Search code examples
javagzipzcat

Combining compressed Gzipped Text Files using Java


my question might not be entirely related to Java but I'm currently seeking a method to combine several compressed (gzipped) textfiles without the requirement to recompress them manually. Lets say I have 4 files, all text that is compressed using gzip and want to compress these into one single *.gz file without de + recompressing them. My current method is to open an InputStream and parse the file linewise, storing in a GZIPoutputstream, which works but isn't very fast.... I could of course also call

    zcat file1 file2 file3 | gzip -c > output_all_four.gz

This would work, too but isn't really fast either.

My idea would be to copy the inputstream and write it to outputstream directly without "parsing" the stream, as I don't need to manipulate anything actually. Is something like this possible?


Solution

  • Find below a simple solution in Java (it does the same as my cat ... example). Any kind of buffering the input/output has been omitted to keep the code slim.
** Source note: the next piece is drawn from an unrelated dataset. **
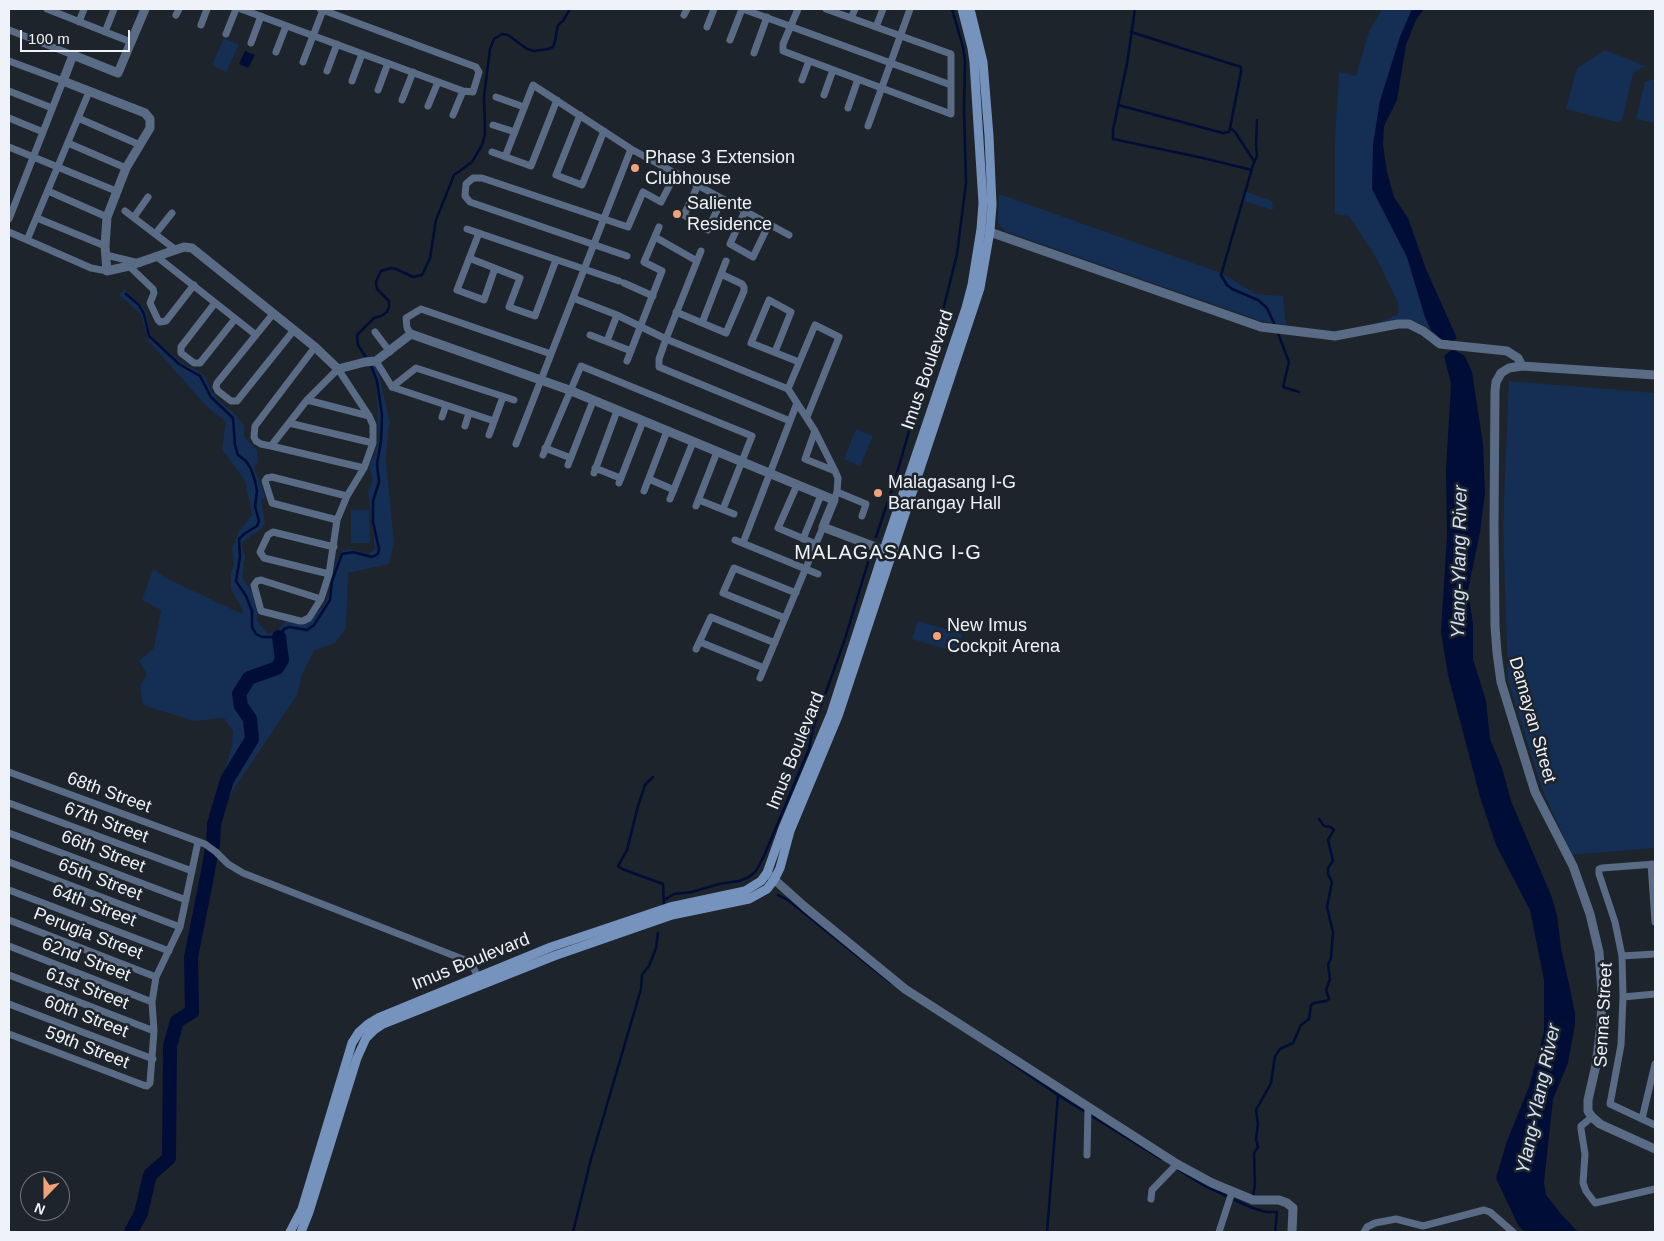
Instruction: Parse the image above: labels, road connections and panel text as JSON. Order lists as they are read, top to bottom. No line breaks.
{"streets":{"main road":["Imus Boulevard"],"street":["Damayan Street","68th Street","67th Street","66th Street","65th Street","64th Street","Perugia Street","62nd Street","61st Street","Senna Street","60th Street","59th Street"]},"crossings":[["Imus Boulevard","68th Street"],["60th Street","59th Street"]],"districts":["MALAGASANG I-G"],"water":["Ylang-Ylang River"],"places":["Phase 3 Extension Clubhouse","Saliente Residence","Malagasang I-G Barangay Hall","New Imus Cockpit Arena"],"scale_bar":"100 m","north":"bottom"}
    public class ConcatFiles {
    
        public static void main(String[] args) throws IOException {
            // concatenate the single gzip files to one gzip file
            try (InputStream isOne = new FileInputStream("file1.gz");
                    InputStream isTwo = new FileInputStream("file2.gz");
                    InputStream isThree = new FileInputStream("file3.gz");
                    SequenceInputStream sis =  new SequenceInputStream(new SequenceInputStream(isOne, isTwo), isThree);
                    OutputStream bos = new FileOutputStream("output_all_three.gz")) {
                byte[] buffer = new byte[8192];
                int intsRead;
                while ((intsRead = sis.read(buffer)) != -1) {
                    bos.write(buffer, 0, intsRead);
                }
                bos.flush();
            }
    
            // ungezip the single gzip file, the output contains the
            // concatenated input of the single uncompressed files 
            try (GZIPInputStream gzipis = new GZIPInputStream(new FileInputStream("output_all_three.gz"));
                    OutputStream bos = new FileOutputStream("output_all_three")) {
                byte[] buffer = new byte[8192];
                int intsRead;
                while ((intsRead = gzipis.read(buffer)) != -1) {
                    bos.write(buffer, 0, intsRead);
                }
                bos.flush();
            }
        }
    }